For the 2009 spring season at the Metropolitan Opera House in New York City, Bolle performed as a principal dancer with the American Ballet Theatre: the first time that a male Italian dancer joined the company as a principal. The "Dance Listings" in the New York Times on 26 June 2009 described Bolle as "utterly gorgeous (in both looks and dance)." Bolle’s spring 2010 American Ballet Theatre performances include The Lady of the Camellias, Swan Lake, La Bayadère, and Romeo and Juliet.

In June 2019, Roberto Bolle left the American Ballet Theatre. He took the stage for the final time with the company as Des Grieux, partnering Hee Seo as the titular role in Manon.

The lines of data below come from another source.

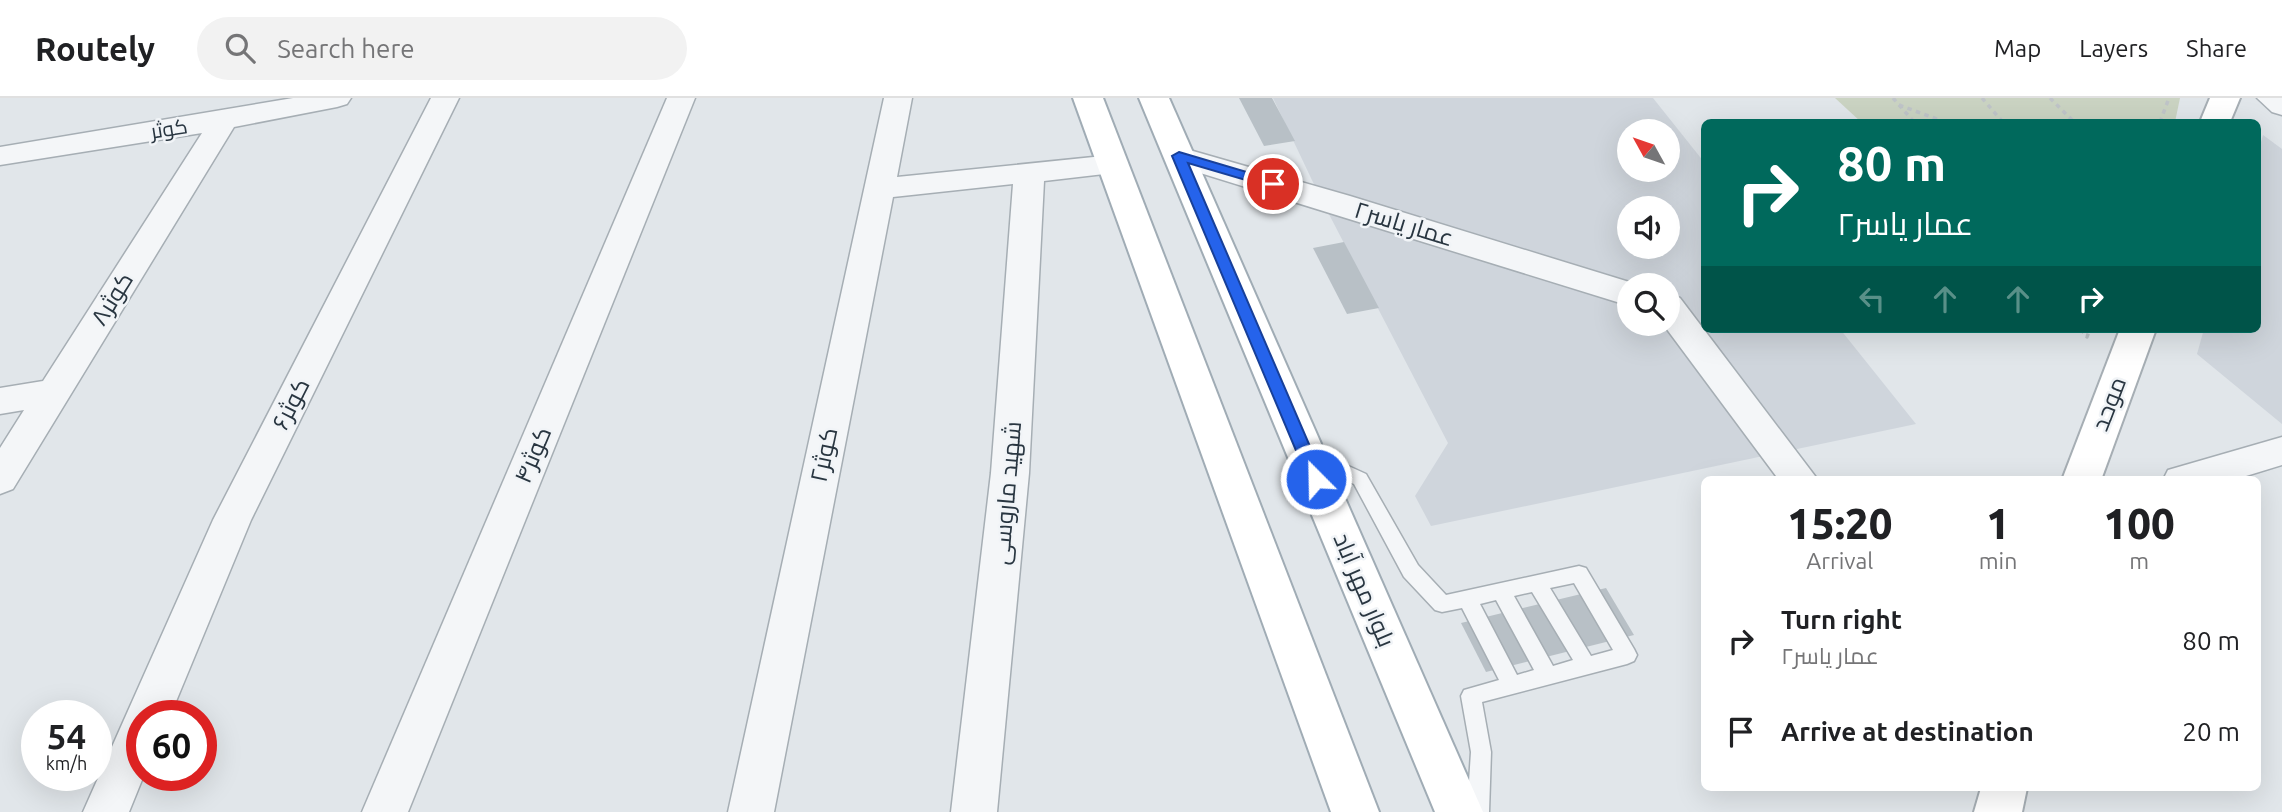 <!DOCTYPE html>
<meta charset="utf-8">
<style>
:root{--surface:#fff;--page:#f2f2f2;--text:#202124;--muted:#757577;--line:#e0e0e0}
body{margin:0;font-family:Ubuntu,Cairo,sans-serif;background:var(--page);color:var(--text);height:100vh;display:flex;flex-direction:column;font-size:26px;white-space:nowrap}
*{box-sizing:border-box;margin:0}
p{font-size:23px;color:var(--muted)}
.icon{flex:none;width:38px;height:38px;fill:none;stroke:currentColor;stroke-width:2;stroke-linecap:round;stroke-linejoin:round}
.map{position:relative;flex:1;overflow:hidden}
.drawer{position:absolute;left:1701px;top:378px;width:560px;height:315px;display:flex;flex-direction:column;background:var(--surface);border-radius:10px;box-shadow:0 7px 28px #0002}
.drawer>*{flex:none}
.banner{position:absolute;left:1701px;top:21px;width:560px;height:214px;border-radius:10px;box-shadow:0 7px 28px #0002;background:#00695c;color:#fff;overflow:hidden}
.needle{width:46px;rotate:310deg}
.tools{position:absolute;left:1617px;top:21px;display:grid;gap:14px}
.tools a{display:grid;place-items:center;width:63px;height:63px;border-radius:50%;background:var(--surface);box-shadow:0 7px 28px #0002;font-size:35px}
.speed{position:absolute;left:21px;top:602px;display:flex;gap:14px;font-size:35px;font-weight:700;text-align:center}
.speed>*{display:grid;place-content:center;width:91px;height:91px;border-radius:50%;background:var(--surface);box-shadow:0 7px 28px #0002;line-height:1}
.speed small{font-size:18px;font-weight:400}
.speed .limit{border:10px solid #d22;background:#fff;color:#111}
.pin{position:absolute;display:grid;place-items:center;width:60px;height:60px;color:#fff;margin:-30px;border:4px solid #fff;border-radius:50%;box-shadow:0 2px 7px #0007}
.me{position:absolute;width:77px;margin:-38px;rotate:337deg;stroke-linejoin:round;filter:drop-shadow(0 0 5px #0008)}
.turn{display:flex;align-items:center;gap:24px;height:147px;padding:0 21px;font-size:32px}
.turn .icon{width:91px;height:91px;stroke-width:2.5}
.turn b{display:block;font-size:49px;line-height:60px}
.lanes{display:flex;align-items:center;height:66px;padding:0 21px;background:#0003;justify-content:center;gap:35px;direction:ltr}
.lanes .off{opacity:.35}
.eta{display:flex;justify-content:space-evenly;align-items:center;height:119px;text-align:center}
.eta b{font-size:42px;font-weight:800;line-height:49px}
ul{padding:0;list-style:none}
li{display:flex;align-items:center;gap:21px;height:91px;padding:0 21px}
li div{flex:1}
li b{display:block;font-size:26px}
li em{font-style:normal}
header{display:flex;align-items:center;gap:42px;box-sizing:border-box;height:98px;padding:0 35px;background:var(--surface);border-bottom:2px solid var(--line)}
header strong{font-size:33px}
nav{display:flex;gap:38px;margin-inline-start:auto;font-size:24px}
.search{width:490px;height:63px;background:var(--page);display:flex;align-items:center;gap:18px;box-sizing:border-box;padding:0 24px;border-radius:38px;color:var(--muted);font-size:26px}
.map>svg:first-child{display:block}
</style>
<header>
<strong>Routely</strong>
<div class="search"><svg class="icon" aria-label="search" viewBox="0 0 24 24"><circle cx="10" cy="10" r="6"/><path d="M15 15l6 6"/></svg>Search here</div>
<nav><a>Map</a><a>Layers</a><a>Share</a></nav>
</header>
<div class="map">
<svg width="2282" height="714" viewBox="0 0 2282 714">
<rect width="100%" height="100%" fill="#e1e6ea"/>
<g fill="#cfd5dc" fill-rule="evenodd">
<path d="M1273,0H1653L1704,64V231H1840L1916,326L1431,428L1415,398L1448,345L1320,99ZM1629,33H1668V72H1629ZM1629,110H1668V149H1629ZM1629,187H1668V226H1629Z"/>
<polygon points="2263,37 2282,51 2282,326 2197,256 2204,231 2258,231 2258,55"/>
</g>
<polygon fill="#cad3c2" points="1835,0 2180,0 2175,24 1861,24"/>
<g fill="#b8c0c6">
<polygon points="1239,0 1272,0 1295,43 1264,48"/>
<polygon points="1344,144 1379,210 1347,216 1313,150"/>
<polygon points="1606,490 1634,537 1486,574 1461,525"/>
</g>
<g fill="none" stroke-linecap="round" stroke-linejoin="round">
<defs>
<path id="lane" d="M1311,351L1366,376L1418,467L1446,497L1579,468L1586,470L1634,551L1637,557L1634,563L1627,566L1482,604L1491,654L1489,714H1467L1471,654L1461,598L1464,592L1499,582L1462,510L1442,514L1435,512L1404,479L1354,386L1305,363L1302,358L1305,353ZM1574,485L1613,552L1591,558L1550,490ZM1532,494L1573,562L1553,568L1514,498ZM1496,502L1534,572L1517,577L1480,506Z"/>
<g id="street">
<polygon points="293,0 351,0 347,6 337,9 234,29 13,391 0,396 0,350 24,312 0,316 0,290 43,283 202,35 0,67 0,49"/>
<polygon points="431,0 459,0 251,422 170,618 142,618 142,677 144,677 129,714 83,714 213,422"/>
<polygon points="667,0 695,0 408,714 362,714"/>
<polygon points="884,0 912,0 897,79 1113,57 1124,59 1128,66 1124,73 1113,75 1044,83 1029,375 997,714 951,714 991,375 1013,86 893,99 774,714 728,714"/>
<polygon points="2257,0 2282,0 2282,17 2272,14"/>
<polygon points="1179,49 1350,98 1639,187 1629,187 1629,207 1617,204 1168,65 1164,58 1168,51"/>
<polygon points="1668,196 1680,200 1818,382 1779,382 1663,226 1668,226"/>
<polygon points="2282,339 2282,367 2233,382 2163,382 2168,372"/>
</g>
<g id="secondary">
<polygon points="2210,0 2240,0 2230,24 2200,24"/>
<polygon points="2120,231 2156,231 2101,382 2062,382"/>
<polygon points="1981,690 2027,690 2022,714 1974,714"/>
</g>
<g id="primary">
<polygon points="1073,0 1103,0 1379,714 1331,714"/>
<polygon points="1139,0 1169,0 1483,714 1435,714"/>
</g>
</defs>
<use href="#lane" stroke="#a6aeb4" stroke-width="3"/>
<use href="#street" stroke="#a6aeb4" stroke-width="3"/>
<use href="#secondary" stroke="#a6aeb4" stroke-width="4"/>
<use href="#primary" stroke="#a0acb5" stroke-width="4"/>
<g stroke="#bfc4c8" stroke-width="3.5" stroke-dasharray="4.5 4.5" stroke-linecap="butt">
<polyline points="1893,0 1914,24"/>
<polyline points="1982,0 2001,22"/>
<polyline points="2050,0 2074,24"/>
<polyline points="1899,7 1945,24"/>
<polyline points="1990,24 2029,24"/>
<polyline points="2160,24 2169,0"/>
<polyline points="2081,231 2087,239 2090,231"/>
</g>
<use href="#lane" fill="#f4f6f8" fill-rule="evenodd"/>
<use href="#street" fill="#f4f6f8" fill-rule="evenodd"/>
<use href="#secondary" fill="#fff" fill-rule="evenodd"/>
<use href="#primary" fill="#fff" fill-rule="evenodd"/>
</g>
<polygon fill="#2563eb" stroke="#184099" stroke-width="2" points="1179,54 1277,83 1279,86 1273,90 1188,65 1324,381 1322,385 1316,387 1308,381 1172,58"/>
<g text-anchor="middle" stroke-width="5" stroke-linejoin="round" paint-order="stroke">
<g font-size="21" fill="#293641" stroke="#f1f4f7">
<text transform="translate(169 31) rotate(-9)" y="7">کوثر</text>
</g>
<g font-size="24" fill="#293641" stroke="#f1f4f7">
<text transform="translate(1404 126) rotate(17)" y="8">عمار یاسر۲</text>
<text transform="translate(112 201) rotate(-58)" y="8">کوثر۸</text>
<text transform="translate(291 306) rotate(-63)" y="8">کوثر۶</text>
<text transform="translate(2109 306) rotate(-69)" y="8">موحد</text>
<text transform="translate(533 357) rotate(-67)" y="8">کوثر۴</text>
<text transform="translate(824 357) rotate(-78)" y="8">کوثر۲</text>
<text transform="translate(1007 395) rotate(-85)" y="8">شهید ماروسی</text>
<text transform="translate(1364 492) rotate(67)" y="8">بلوار مهر آباد</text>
</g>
</g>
</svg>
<div class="tools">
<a><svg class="needle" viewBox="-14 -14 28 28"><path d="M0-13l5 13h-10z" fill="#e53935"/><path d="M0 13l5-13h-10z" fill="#757577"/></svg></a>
<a><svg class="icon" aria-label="sound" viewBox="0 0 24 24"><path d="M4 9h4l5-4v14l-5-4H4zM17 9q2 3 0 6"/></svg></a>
<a><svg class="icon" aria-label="search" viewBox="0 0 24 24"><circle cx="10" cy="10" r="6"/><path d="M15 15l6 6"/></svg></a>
</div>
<div class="speed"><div>54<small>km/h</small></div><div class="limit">60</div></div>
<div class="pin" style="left:1273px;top:86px;background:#d93025"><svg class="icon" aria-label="arrive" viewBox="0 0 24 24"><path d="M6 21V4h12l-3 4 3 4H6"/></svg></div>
<svg class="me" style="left:1316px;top:381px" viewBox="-20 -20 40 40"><circle r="17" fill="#2563eb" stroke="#fff" stroke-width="3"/><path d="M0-11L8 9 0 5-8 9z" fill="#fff"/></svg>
<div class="banner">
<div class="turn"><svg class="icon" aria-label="right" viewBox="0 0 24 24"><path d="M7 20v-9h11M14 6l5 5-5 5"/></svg><div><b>80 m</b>عمار یاسر۲</div></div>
<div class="lanes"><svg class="icon off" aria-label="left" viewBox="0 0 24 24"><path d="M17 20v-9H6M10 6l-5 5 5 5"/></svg><svg class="icon off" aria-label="ahead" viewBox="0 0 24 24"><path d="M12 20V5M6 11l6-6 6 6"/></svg><svg class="icon off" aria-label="ahead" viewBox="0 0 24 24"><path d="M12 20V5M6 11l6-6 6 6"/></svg><svg class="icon" aria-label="right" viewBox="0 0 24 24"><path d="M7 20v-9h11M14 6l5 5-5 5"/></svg></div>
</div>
<section class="drawer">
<div class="eta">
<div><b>15:20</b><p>Arrival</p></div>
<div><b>1</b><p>min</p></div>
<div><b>100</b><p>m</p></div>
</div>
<ul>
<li><svg class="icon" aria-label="right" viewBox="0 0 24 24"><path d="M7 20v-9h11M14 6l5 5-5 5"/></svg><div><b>Turn right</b><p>عمار یاسر۲</p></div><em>80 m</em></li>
<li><svg class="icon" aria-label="arrive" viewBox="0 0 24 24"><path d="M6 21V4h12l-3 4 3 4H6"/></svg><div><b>Arrive at destination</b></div><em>20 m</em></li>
</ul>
</section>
</div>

He performed at the 2026 Winter Olympics closing ceremony in Verona, Italy.

== Other work ==
Bolle has appeared in numerous fashion and style magazines and has been featured in advertising campaigns; Ferragamo featured him in a 2008 promotion and he also was featured in Vogue US 2009 alongside supermodel Coco Rocha in an editorial spread. Bolle also has an agreement with Giorgio Armani, who supplies him with clothes.

Since 1999 he has been a Goodwill Ambassador for UNICEF. In 2006 he visited Sudan, spending time at schools and hospitals. As of June 2007, he had raised over $655,000 for education and health projects in Sudan.

== Personal life ==
As of 2025 he is in a relationship with Daniel Lee, fashion designer and creative director of Burberry. The couple live in London.